◆ **Material for this exercise**
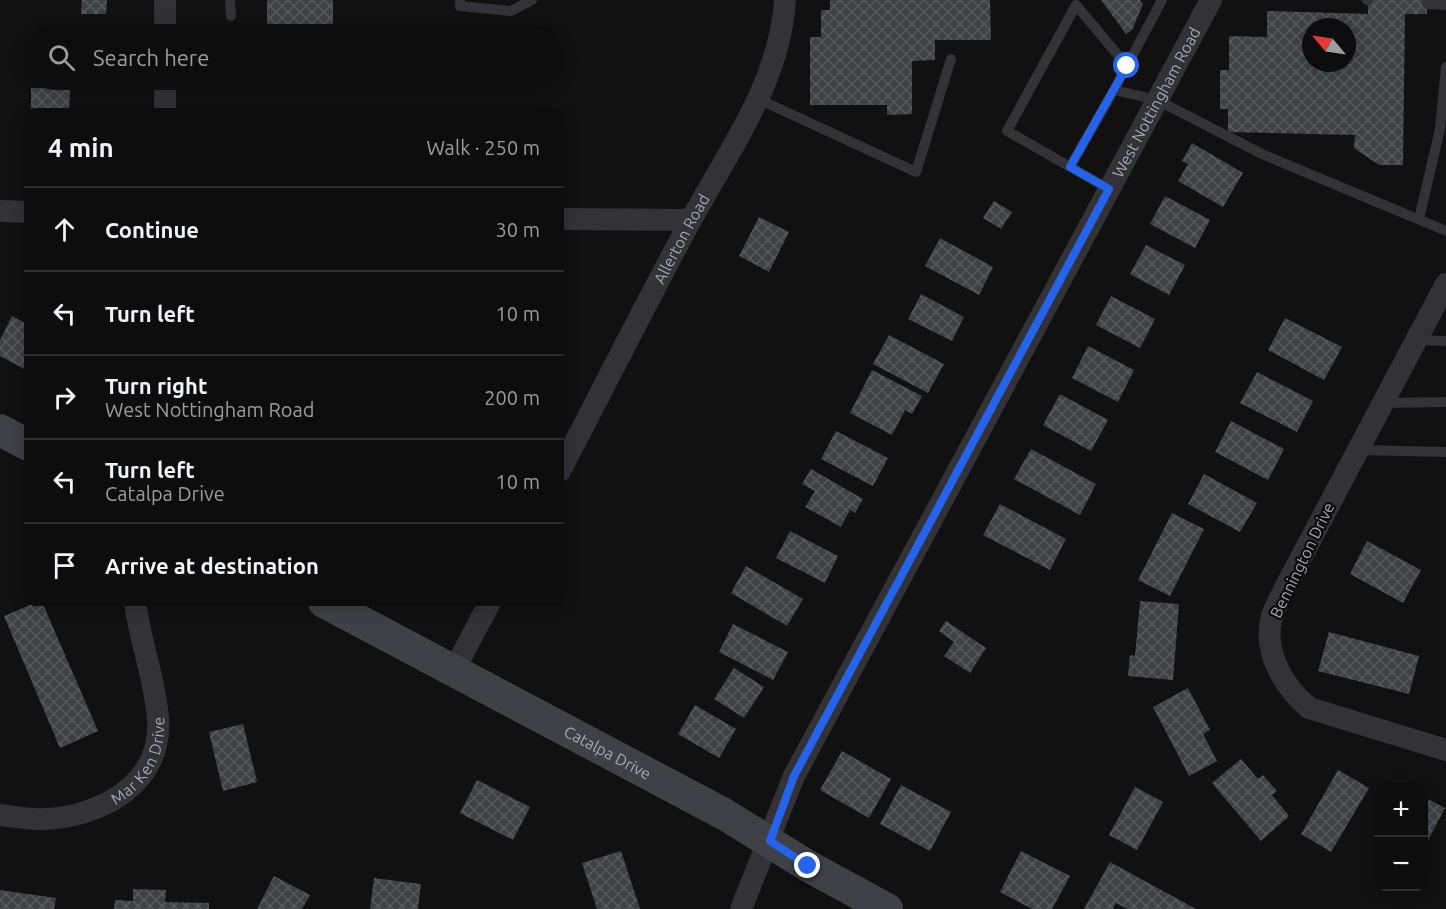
<!DOCTYPE html>
<html lang="en">
<head>
<meta charset="utf-8">
<style>
	body { margin:0; font-family:Ubuntu,sans-serif; background:#161617; color:#f1f3f6 }
	.controls { position:absolute; right:18px; bottom:18px; display:grid; overflow:hidden; border-radius:12px; box-shadow:0 3px 15px #0003 }
	.controls button { width:54px; height:54px; display:grid; place-items:center; padding:0; border:0; border-bottom:2px solid #2d2d2e; background:#0d0d0e; color:#f1f3f6; font:30px sans-serif }
	.compass { position:absolute; left:1302px; top:18px; width:54px; height:54px; border-radius:50%; background:#0d0d0e; box-shadow:0 3px 15px #0003; rotate:299deg }
	.stop { position:absolute; width:18px; height:18px; margin:-14px; border:4px solid #2563eb; border-radius:50%; background:#fff }
	.stop.end { background:#2563eb; border-color:#fff; box-shadow:0 2px 6px #0008 }
	.list { margin:0; padding:0; list-style:none }
	h2 { display:flex; justify-content:space-between; align-items:center; height:78px; margin:0; padding:0 24px; font-size:26px }
	h2 small { font-size:20px; font-weight:400; color:#9a9c9e }
	.list li { display:grid; grid-template-columns:39px 1fr auto; gap:18px; align-items:center; box-sizing:border-box; height:84px; padding:0 24px; border-top:2px solid #2d2d2e }
	.list b { display:block; font-size:22px; white-space:nowrap }
	.list p { margin:0; font-size:20px; white-space:nowrap; color:#9a9c9e }
	.list em { font-size:20px; font-style:normal; color:#9a9c9e }
	.icon { flex:none; width:33px; height:33px; fill:none; stroke:currentColor; stroke-width:2; stroke-linecap:round; stroke-linejoin:round }
	.map { position:relative; flex:none; width:1446px; height:909px; overflow:hidden }
	.search { position:absolute; background:#0d0d0e; box-shadow:0 3px 15px #0003; left:24px; top:24px; width:540px; height:66px; display:flex; align-items:center; gap:15px; box-sizing:border-box; padding:0 21px; border-radius:33px; color:#9a9c9e; font-size:22px }
	.panel { position:absolute; background:#0d0d0e; box-shadow:0 3px 15px #0003; left:24px; top:108px; width:540px; height:498px; border-radius:12px }
	.map>svg:first-child { display:block }
	.building { fill:url(#building-cross-hatch); fill-rule:evenodd }
	.lines { fill:none; stroke-linecap:round; stroke-linejoin:round }
	.lane { stroke:#323237; stroke-width:10 }
	.street { stroke:#323237; stroke-width:22 }
	.secondary { stroke:#404146; stroke-width:32 }
	.route { stroke:#2563eb; stroke-width:8 }
	.labels { text-anchor:middle; dominant-baseline:central; stroke-width:4.5; stroke-linejoin:round; paint-order:stroke }
	.street-label { font-size:16px; fill:#a3a7b2; stroke:#0c0c0d }
</style>
</head>
<body>
<div class="map">
<svg width="1446" height="909" viewBox="0 0 1446 909">
	<defs>
		<pattern id="building-cross-hatch" width="8" height="8" patternUnits="userSpaceOnUse" patternTransform="scale(1.5)"><rect width="8" height="8" fill="#404145"/><path d="M0 0l8 8M0 8l8-8" fill="none" stroke="#585a5d"/></pattern>
	</defs>
	<rect width="100%" height="100%" fill="#111112"/>
	<g class="building">
		<path d="M 82,0 L 107,0 L 106,14 L 81,14 Z"/>
		<rect x="267" y="0" width="66" height="30"/>
		<path d="M 830,0 L 990,0 L 991,40 L 935,40 L 935,60 L 912,61 L 912,114 L 887,115 L 887,105 L 810,105 L 810,37 L 821,37 L 821,10 L 830,10 Z"/>
		<path d="M 1101,0 L 1140,0 L 1143,4 L 1132,30 L 1126,34 Z"/>
		<path d="M 1368,0 L 1427,0 L 1427,14 L 1405,14 L 1403,165 L 1379,165 L 1354,148 L 1355,135 L 1228,132 L 1228,109 L 1220,109 L 1220,70 L 1229,70 L 1229,36 L 1267,37 L 1267,11 L 1368,14 ZM 1311,27 L 1347,27 L 1347,63 L 1311,63 Z"/>
		<path d="M 31,88 L 70,89 L 69,112 L 31,112 Z"/>
		<path d="M 1192,143 L 1243,173 L 1223,207 L 1178,181 L 1188,164 L 1182,161 Z"/>
		<path d="M 1165,196 L 1210,220 L 1195,248 L 1150,224 Z"/>
		<path d="M 994,201 L 1012,212 L 1001,229 L 983,218 Z"/>
		<path d="M 759,217 L 789,232 L 769,272 L 739,256 Z"/>
		<path d="M 940,238 L 993,267 L 979,295 L 925,266 Z"/>
		<path d="M 1146,245 L 1185,265 L 1169,295 L 1130,274 Z"/>
		<path d="M 921,294 L 964,317 L 952,341 L 908,319 Z"/>
		<path d="M 1111,296 L 1155,319 L 1140,348 L 1096,325 Z"/>
		<path d="M 12,316 L 28,325 L 28,365 L 26,370 L 0,356 L 0,340 Z"/>
		<path d="M 1285,318 L 1342,347 L 1324,380 L 1268,350 Z"/>
		<path d="M 889,335 L 944,364 L 928,393 L 873,364 Z"/>
		<path d="M 1088,346 L 1134,370 L 1118,402 L 1072,378 Z"/>
		<path d="M 872,370 L 922,396 L 912,414 L 905,410 L 892,435 L 850,413 Z"/>
		<path d="M 1257,372 L 1313,401 L 1297,432 L 1240,403 Z"/>
		<path d="M 1060,394 L 1108,420 L 1091,451 L 1043,425 Z"/>
		<path d="M 1231,421 L 1284,449 L 1268,480 L 1215,452 Z"/>
		<path d="M 836,431 L 888,458 L 873,486 L 821,459 Z"/>
		<path d="M 1031,449 L 1096,484 L 1080,515 L 1014,479 Z"/>
		<path d="M 811,469 L 863,499 L 855,513 L 850,510 L 841,527 L 805,507 L 815,491 L 802,484 Z"/>
		<path d="M 1204,474 L 1257,503 L 1240,532 L 1188,504 Z"/>
		<path d="M 1000,504 L 1066,539 L 1050,570 L 983,535 Z"/>
		<path d="M 1172,513 L 1204,529 L 1170,596 L 1138,580 Z"/>
		<path d="M 790,531 L 838,556 L 825,583 L 776,558 Z"/>
		<path d="M 1367,541 L 1421,570 L 1403,603 L 1350,574 Z"/>
		<path d="M 746,566 L 803,599 L 787,626 L 731,593 Z"/>
		<path d="M 1140,601 L 1179,604 L 1173,680 L 1128,676 L 1130,655 L 1135,656 Z"/>
		<path d="M 37,602 L 42,602 L 98,731 L 60,748 L 4,616 Z"/>
		<path d="M 946,621 L 986,648 L 970,673 L 944,656 L 954,642 L 939,631 Z"/>
		<path d="M 733,624 L 788,652 L 773,680 L 719,652 Z"/>
		<path d="M 1329,632 L 1419,656 L 1409,694 L 1318,671 Z"/>
		<path d="M 734,668 L 764,687 L 744,718 L 714,699 Z"/>
		<path d="M 1188,688 L 1210,730 L 1203,734 L 1217,761 L 1189,776 L 1153,707 Z"/>
		<path d="M 695,705 L 736,729 L 719,758 L 678,734 Z"/>
		<path d="M 243,724 L 257,782 L 223,791 L 209,732 Z"/>
		<path d="M 842,751 L 891,779 L 869,818 L 820,790 Z"/>
		<path d="M 1241,759 L 1258,779 L 1263,775 L 1277,791 L 1272,795 L 1289,816 L 1261,841 L 1212,783 Z"/>
		<path d="M 1338,770 L 1369,788 L 1331,852 L 1301,834 Z"/>
		<path d="M 477,780 L 530,807 L 513,840 L 460,813 Z"/>
		<path d="M 901,785 L 951,812 L 930,851 L 880,824 Z"/>
		<path d="M 1135,787 L 1163,802 L 1137,850 L 1109,835 Z"/>
		<path d="M 1424,797 L 1445,808 L 1424,848 Z"/>
		<path d="M 621,851 L 640,909 L 597,909 L 582,863 Z"/>
		<path d="M 1021,851 L 1070,876 L 1052,909 L 1032,909 L 1000,892 Z"/>
		<path d="M 1110,862 L 1196,909 L 1127,909 L 1116,903 L 1113,909 L 1084,909 Z"/>
		<path d="M 274,876 L 310,895 L 302,909 L 257,909 Z"/>
		<path d="M 374,878 L 421,884 L 418,909 L 370,909 Z"/>
		<path d="M 133,889 L 166,890 L 165,902 L 209,903 L 209,909 L 114,909 L 115,900 L 133,901 Z"/>
		<path d="M 0,890 L 56,898 L 54,909 L 0,909 Z"/>
	</g>
	<g class="lines">
		<g class="lane">
			<path d="M 230,0 L 231,16"/>
			<path d="M 460,0 L 460,6 L 511,11 L 532,0"/>
			<path d="M 1162,0 L 1114,90 L 1157,100 L 1262,154 L 1446,231"/>
			<path d="M 1367,0 L 1368,0"/>
			<path d="M 1427,4 L 1446,5"/>
			<path d="M 758,99 L 916,172 L 951,59"/>
			<path d="M 1070,167 L 1114,90"/>
			<path d="M 1109,189 L 1007,131 L 1076,5 L 1127,66"/>
			<path d="M 1419,219 L 1440,129 L 1446,67"/>
			<path d="M 1417,340 L 1446,341"/>
			<path d="M 1383,403 L 1446,402"/>
			<path d="M 1358,450 L 1446,452"/>
		</g>
		<g class="street">
			<path d="M 165,34 L 165,0"/>
			<path d="M 165,112 L 165,80"/>
			<path d="M 0,211 L 28,212"/>
			<path d="M 560,219 L 691,220"/>
			<path d="M 1446,284 L 1286,586 C 1281,596 1275,606 1272,616 C 1262,651 1284,687 1309,708 L 1446,750"/>
			<path id="s1" d="M 560,471 C 604,387 646,303 691,220 C 729,150 780,82 785,0"/>
			<path d="M 454,670 L 490,602"/>
			<path id="s2" d="M 0,815 C 15,817 31,820 46,819 C 102,816 163,783 158,718 C 155,679 140,641 135,602"/>
			<path id="s3" d="M 741,909 L 794,776 L 1211,0"/>
		</g>
		<g class="secondary">
			<path d="M 0,430 L 28,445"/>
			<path id="s4" d="M 324,602 L 724,814 L 808,866 L 887,909"/>
		</g>
	</g>
	<g class="lines">
		<path class="route" d="M 808,866 L 770,841 L 794,776 L 1109,189 L 1070,167 L 1127,66"/>
	</g>
	<g class="labels">
		<g class="street-label">
			<text stroke="none"><textPath href="#s3" startOffset="908">West Nottingham Road</textPath></text>
			<text stroke="none"><textPath href="#s1" startOffset="262">Allerton Road</textPath></text>
			<text transform="translate(1302 560) rotate(-64)">Bennington Drive</text>
			<text stroke="none"><textPath href="#s4" startOffset="321">Catalpa Drive</textPath></text>
			<text stroke="none"><textPath href="#s2" startOffset="166">Mar Ken Drive</textPath></text>
		</g>
	</g>
</svg>
<div class="controls">
<button>+</button>
<button>−</button>
</div>
<svg class="compass" viewBox="-18 -18 36 36"><path d="M0-13l5 13h-10z" fill="#e53935"/><path d="M0 13l5-13h-10z" fill="#9a9c9e"/></svg>
<div class="stop" style="left:1127px;top:66px"></div>
<div class="stop end" style="left:808px;top:866px"></div>
<div class="search"><svg class="icon" aria-label="search" viewBox="0 0 24 24"><circle cx="10" cy="10" r="6"/><path d="M15 15l6 6"/></svg>Search here</div>
<section class="panel">
<h2>4 min<small>Walk · 250 m</small></h2>
<ul class="list">
<li><svg class="icon" aria-label="ahead" viewBox="0 0 24 24"><path d="M12 20V5M6 11l6-6 6 6"/></svg><div><b>Continue</b></div><em>30 m</em></li>
<li><svg class="icon" aria-label="left" viewBox="0 0 24 24"><path d="M17 20v-9H6M10 6l-5 5 5 5"/></svg><div><b>Turn left</b></div><em>10 m</em></li>
<li><svg class="icon" aria-label="right" viewBox="0 0 24 24"><path d="M7 20v-9h11M14 6l5 5-5 5"/></svg><div><b>Turn right</b><p>West Nottingham Road</p></div><em>200 m</em></li>
<li><svg class="icon" aria-label="left" viewBox="0 0 24 24"><path d="M17 20v-9H6M10 6l-5 5 5 5"/></svg><div><b>Turn left</b><p>Catalpa Drive</p></div><em>10 m</em></li>
<li><svg class="icon" aria-label="arrive" viewBox="0 0 24 24"><path d="M6 21V4h12l-3 4 3 4H6"/></svg><div><b>Arrive at destination</b></div></li>
</ul>
</section>
</div>
</body>
</html>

◆ **Work item**
Counting only lines that contain the string "lane", how many are there in the data above? Give the number alone.

◆ **Exercise result**
2